A3 Haber

Leyla Aydemir davasının seyrini değiştirebilecek “ses kaydı” iddiası araştırılacak

Leyla Aydemir davasının seyrini değiştirebilecek “ses kaydı” iddiası araştırılacak

Leyla Aydemir davasının seyrini değiştirebilecek “ses kaydı” iddiası araştırılacak
Mayıs 28
17:16 2021

Ağrı’da, yeğeni Leyla Aydemir’i (4) öldürdüğü iddia edilen amcası Yusuf Aydemir, hakkında verilen ağırlaştırılmış müebbet ve 4 yıl hapis cezasının Erzurum Bölge Adliye Mahkemesi 1’inci Ceza Dairesi’nce bozulmasının ardından bugün yeniden hakim karşısına çıktı. Cezaevinde 15 ay boşuna yattığını savunan Aydemir, beraatini istedi. Leyla Aydemir’in ailesinin avukatı Erdoğan Tunç da eline ses kaydı geçtiğini, bu kaydın araştırılıp, arama- kurtarma çalışmalarına katılan AFAD üyelerinin tanık olarak dinlenmesini talep etti. Duruşma, ses kaydıyla ilgili araştırma yapılması için 8 Ekim’e ertelendi.

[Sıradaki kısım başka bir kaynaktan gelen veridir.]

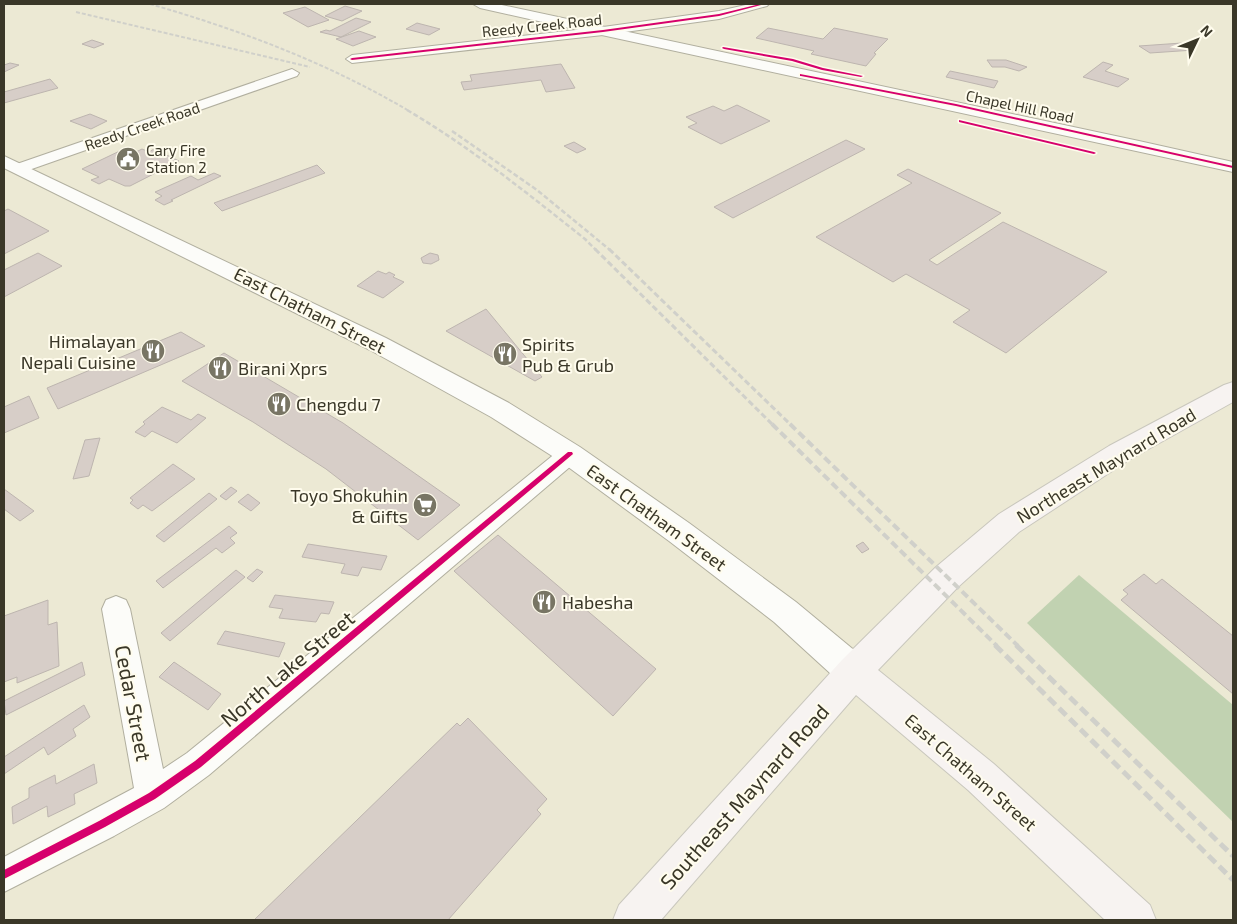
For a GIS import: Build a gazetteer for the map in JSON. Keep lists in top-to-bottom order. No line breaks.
{"streets":{"main road":["Chapel Hill Road","East Chatham Street","Northeast Maynard Road","Southeast Maynard Road"],"street":["Reedy Creek Road","North Lake Street","Cedar Street"]},"crossings":[["Reedy Creek Road","Chapel Hill Road"],["Reedy Creek Road","East Chatham Street"],["East Chatham Street","Northeast Maynard Road"],["East Chatham Street","North Lake Street"],["East Chatham Street","Southeast Maynard Road"],["Northeast Maynard Road","Southeast Maynard Road"],["North Lake Street","Cedar Street"]],"places":{"public building":["Cary Fire Station 2"],"restaurant":["Himalayan Nepali Cuisine","Spirits Pub & Grub","Birani Xprs","Chengdu 7","Habesha"],"supermarket":["Toyo Shokuhin & Gifts"]},"north":"top right"}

Ağrı merkezde yaşayan Şükran ve Nihat Aydemir çiftinin 7 çocuğundan 6’ncısı Leyla, Ramazan Bayramı için gittikleri, dedesinin yaşadığı Bezirhane köyünde, 15 Haziran 2018’de kayboldu. Bulunması için tüm Türkiye’nin seferber olduğu Leyla’nın, 18 gün sonra köye 3 kilometre uzaklıktaki Kurudere mevkisinde cansız bedenine ulaşıldı. Leyla’nın ölümünün ardından başlatılan soruşturma kapsamında 2’si öz amcaları olmak üzere 7 sanık hakkında dava açıldı.

Amca ceza aldı, 6 sanık beraat etti

Ağrı 1’inci Ağır Ceza Mahkemesi’nde, geçen yıl 2 Ekim’de görülen karar duruşmasında amca Yusuf Aydemir, ‘çocuğa karşı kasten öldürme’ suçundan ağırlaştırılmış müebbet, ‘çocuğa karşı cebir ve hile ile kişiyi hürriyetinden yoksun kılma’ suçundan da 4 yıl hapis cezasına çarptırıldı. Amca Musa Aydemir ile baba Nihat Aydemir’in kuzeni Mehmet Ali Aydemir, köylüleri Besim Dursun, eşi Hatun Dursun ile Yıldırım Artam ve eşi Ayşe Artam ise beraat etti.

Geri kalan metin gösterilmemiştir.